Your assignment →
Every line of the material is to be quoted verbatim, minus the pictures.

Information shown →
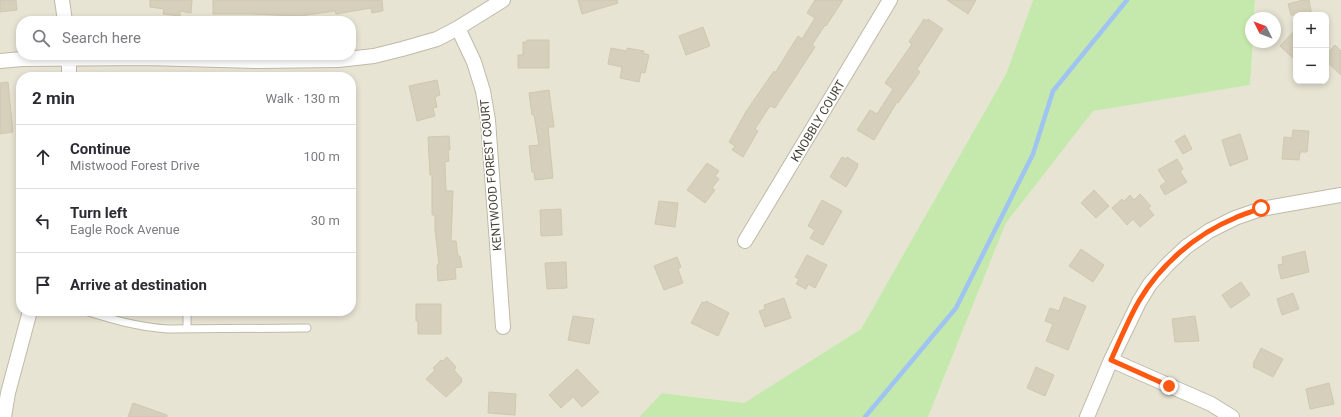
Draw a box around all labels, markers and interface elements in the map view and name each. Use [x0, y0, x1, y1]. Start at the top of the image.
north arrow [1245, 12, 1281, 48]
map controls [1293, 12, 1329, 84]
button: + [1293, 12, 1329, 48]
search box [16, 16, 356, 60]
icon: search [30, 27, 52, 49]
text: Search here [62, 29, 141, 47]
button: − [1293, 48, 1329, 84]
street label: KNOBBLY COURT [788, 78, 848, 164]
text: 2 min [32, 88, 75, 108]
text: Walk · 130 m [265, 91, 340, 106]
street label: KENTWOOD FOREST COURT [477, 99, 505, 251]
text: Continue [70, 140, 131, 158]
icon: ahead [32, 146, 54, 168]
text: 100 m [303, 149, 340, 164]
text: Mistwood Forest Drive [70, 158, 200, 173]
route start [1252, 199, 1270, 217]
text: Turn left [70, 204, 127, 222]
icon: left [32, 210, 54, 232]
text: 30 m [311, 213, 340, 228]
text: Eagle Rock Avenue [70, 222, 180, 237]
icon: arrive [32, 274, 54, 296]
text: Arrive at destination [70, 276, 207, 294]
route end [1160, 377, 1178, 395]

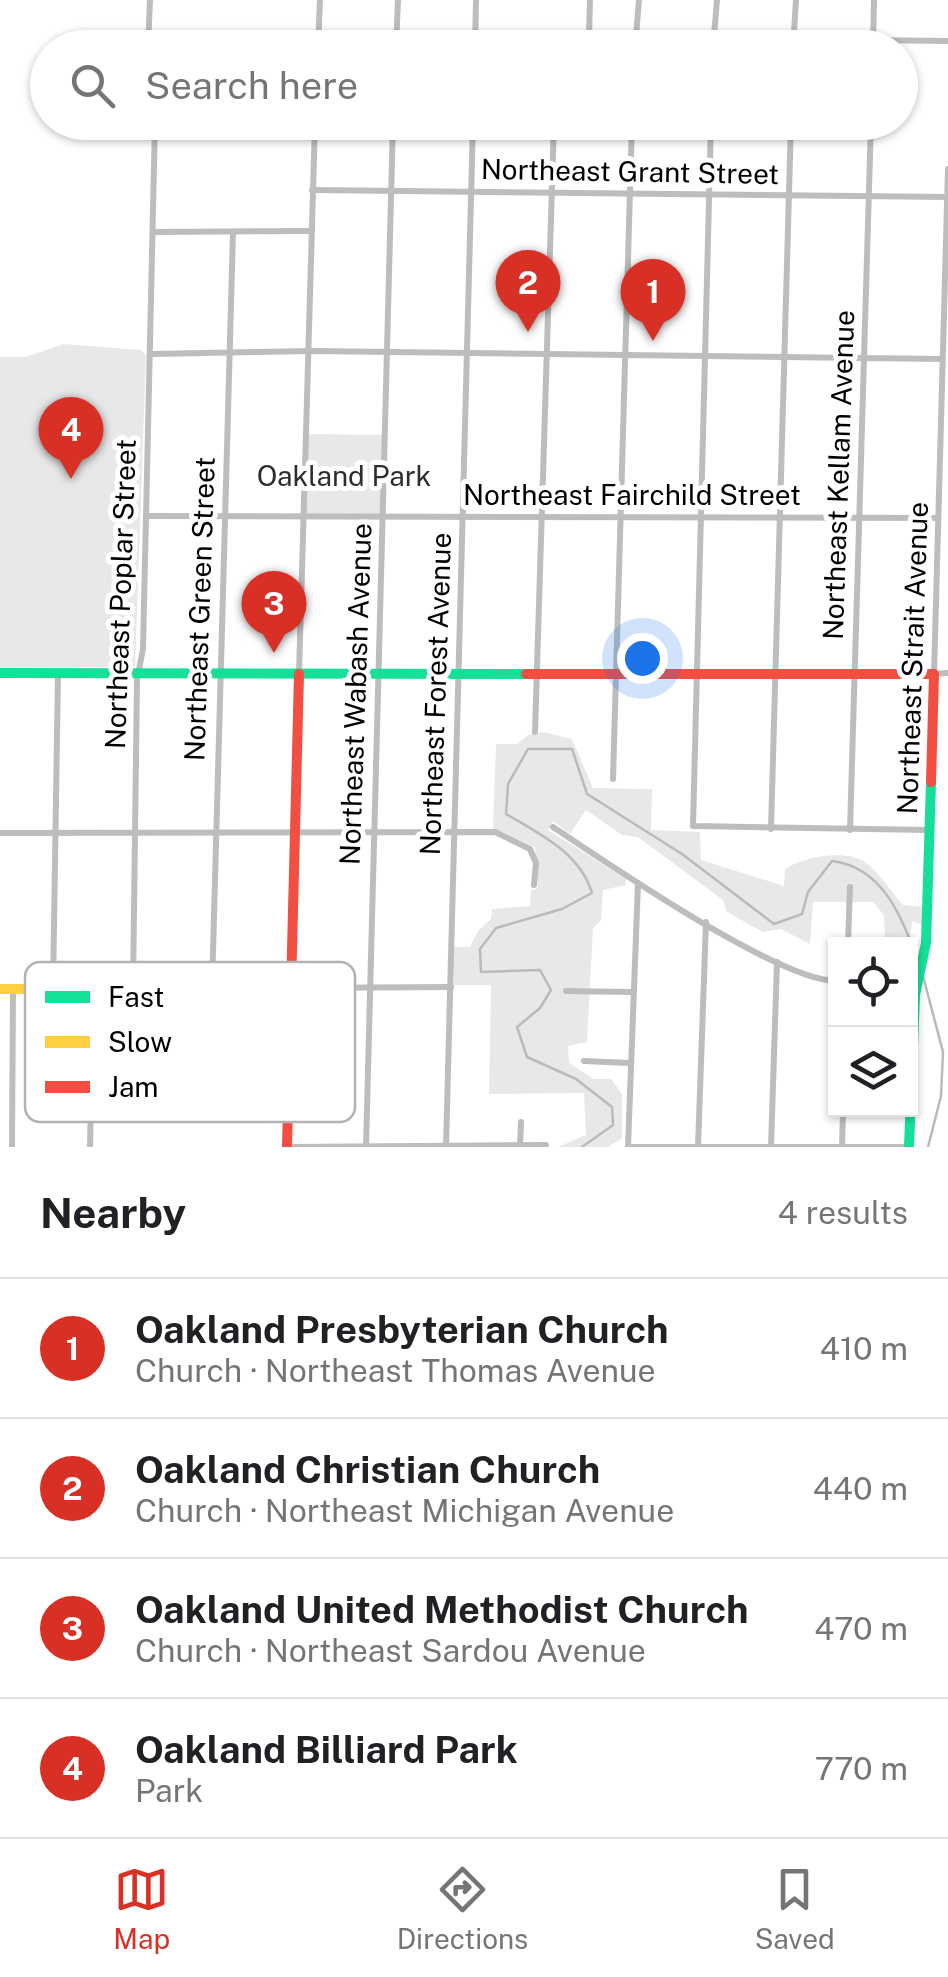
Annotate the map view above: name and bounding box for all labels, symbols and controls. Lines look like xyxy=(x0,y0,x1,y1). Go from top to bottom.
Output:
search box xyxy=(30,30,918,140)
icon: search xyxy=(65,58,120,113)
text: Search here xyxy=(145,63,358,108)
street label: Northeast Grant Street xyxy=(481,152,779,190)
pin: 2 xyxy=(496,250,560,332)
pin: 1 xyxy=(620,258,686,341)
street label: Northeast Kellam Avenue xyxy=(816,309,860,641)
pin: 4 xyxy=(38,396,104,479)
street label: Northeast Poplar Street xyxy=(98,438,142,750)
street label: Northeast Green Street xyxy=(177,456,221,762)
park label: Oakland Park xyxy=(257,459,431,492)
street label: Northeast Fairchild Street xyxy=(463,478,801,511)
street label: Northeast Strait Avenue xyxy=(890,501,934,815)
street label: Northeast Wabash Avenue xyxy=(333,522,377,866)
street label: Northeast Forest Avenue xyxy=(413,532,457,856)
pin: 3 xyxy=(242,570,306,653)
your location xyxy=(617,633,668,684)
map controls xyxy=(828,937,918,1117)
button: locate xyxy=(828,937,918,1027)
legend xyxy=(25,962,355,1122)
text: Fast xyxy=(108,980,164,1013)
text: Slow xyxy=(108,1025,172,1058)
button: layers xyxy=(828,1027,918,1117)
text: Jam xyxy=(108,1070,159,1103)
text: Nearby xyxy=(40,1188,186,1237)
text: 4 results xyxy=(778,1194,908,1231)
text: Oakland Presbyterian Church xyxy=(135,1307,669,1352)
text: 1 xyxy=(66,1330,79,1367)
text: 410 m xyxy=(820,1330,908,1367)
text: Church · Northeast Thomas Avenue xyxy=(135,1352,656,1389)
text: Oakland Christian Church xyxy=(135,1447,600,1492)
text: 2 xyxy=(62,1470,83,1507)
text: 440 m xyxy=(813,1470,908,1507)
text: Church · Northeast Michigan Avenue xyxy=(135,1492,674,1529)
text: Oakland United Methodist Church xyxy=(135,1587,749,1632)
text: 3 xyxy=(62,1610,83,1647)
text: 470 m xyxy=(814,1610,908,1647)
text: Church · Northeast Sardou Avenue xyxy=(135,1632,646,1669)
text: Oakland Billiard Park xyxy=(135,1727,518,1772)
text: 4 xyxy=(62,1750,83,1787)
text: 770 m xyxy=(815,1750,908,1787)
text: Park xyxy=(135,1772,203,1809)
tab: Map xyxy=(113,1862,170,1955)
tab: Directions xyxy=(397,1862,528,1955)
tab: Saved xyxy=(755,1862,835,1955)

Answer to this problem →
Draw a box around all labels, markers and interface elements in the map view and name each. Use [x0, y0, x1, y1]. Start at the top of the image.
north arrow [1245, 12, 1281, 48]
map controls [1293, 12, 1329, 84]
button: + [1293, 12, 1329, 48]
search box [16, 16, 356, 60]
icon: search [30, 27, 52, 49]
text: Search here [62, 29, 141, 47]
button: − [1293, 48, 1329, 84]
street label: KNOBBLY COURT [788, 78, 848, 164]
text: 2 min [32, 88, 75, 108]
text: Walk · 130 m [265, 91, 340, 106]
street label: KENTWOOD FOREST COURT [477, 99, 505, 251]
text: Continue [70, 140, 131, 158]
icon: ahead [32, 146, 54, 168]
text: 100 m [303, 149, 340, 164]
text: Mistwood Forest Drive [70, 158, 200, 173]
route start [1252, 199, 1270, 217]
text: Turn left [70, 204, 127, 222]
icon: left [32, 210, 54, 232]
text: 30 m [311, 213, 340, 228]
text: Eagle Rock Avenue [70, 222, 180, 237]
icon: arrive [32, 274, 54, 296]
text: Arrive at destination [70, 276, 207, 294]
route end [1160, 377, 1178, 395]

Annotate the map view above: name and bounding box for all labels, symbols and controls. Lines look like xyxy=(x0,y0,x1,y1). Go from top to bottom.
Output:
search box xyxy=(30,30,918,140)
icon: search xyxy=(65,58,120,113)
text: Search here xyxy=(145,63,358,108)
street label: Northeast Grant Street xyxy=(481,152,779,190)
pin: 2 xyxy=(496,250,560,332)
pin: 1 xyxy=(620,258,686,341)
street label: Northeast Kellam Avenue xyxy=(816,309,860,641)
pin: 4 xyxy=(38,396,104,479)
street label: Northeast Poplar Street xyxy=(98,438,142,750)
street label: Northeast Green Street xyxy=(177,456,221,762)
park label: Oakland Park xyxy=(257,459,431,492)
street label: Northeast Fairchild Street xyxy=(463,478,801,511)
street label: Northeast Strait Avenue xyxy=(890,501,934,815)
street label: Northeast Wabash Avenue xyxy=(333,522,377,866)
street label: Northeast Forest Avenue xyxy=(413,532,457,856)
pin: 3 xyxy=(242,570,306,653)
your location xyxy=(617,633,668,684)
map controls xyxy=(828,937,918,1117)
button: locate xyxy=(828,937,918,1027)
legend xyxy=(25,962,355,1122)
text: Fast xyxy=(108,980,164,1013)
text: Slow xyxy=(108,1025,172,1058)
button: layers xyxy=(828,1027,918,1117)
text: Jam xyxy=(108,1070,159,1103)
text: Nearby xyxy=(40,1188,186,1237)
text: 4 results xyxy=(778,1194,908,1231)
text: Oakland Presbyterian Church xyxy=(135,1307,669,1352)
text: 1 xyxy=(66,1330,79,1367)
text: 410 m xyxy=(820,1330,908,1367)
text: Church · Northeast Thomas Avenue xyxy=(135,1352,656,1389)
text: Oakland Christian Church xyxy=(135,1447,600,1492)
text: 2 xyxy=(62,1470,83,1507)
text: 440 m xyxy=(813,1470,908,1507)
text: Church · Northeast Michigan Avenue xyxy=(135,1492,674,1529)
text: Oakland United Methodist Church xyxy=(135,1587,749,1632)
text: 3 xyxy=(62,1610,83,1647)
text: 470 m xyxy=(814,1610,908,1647)
text: Church · Northeast Sardou Avenue xyxy=(135,1632,646,1669)
text: Oakland Billiard Park xyxy=(135,1727,518,1772)
text: 4 xyxy=(62,1750,83,1787)
text: 770 m xyxy=(815,1750,908,1787)
text: Park xyxy=(135,1772,203,1809)
tab: Map xyxy=(113,1862,170,1955)
tab: Directions xyxy=(397,1862,528,1955)
tab: Saved xyxy=(755,1862,835,1955)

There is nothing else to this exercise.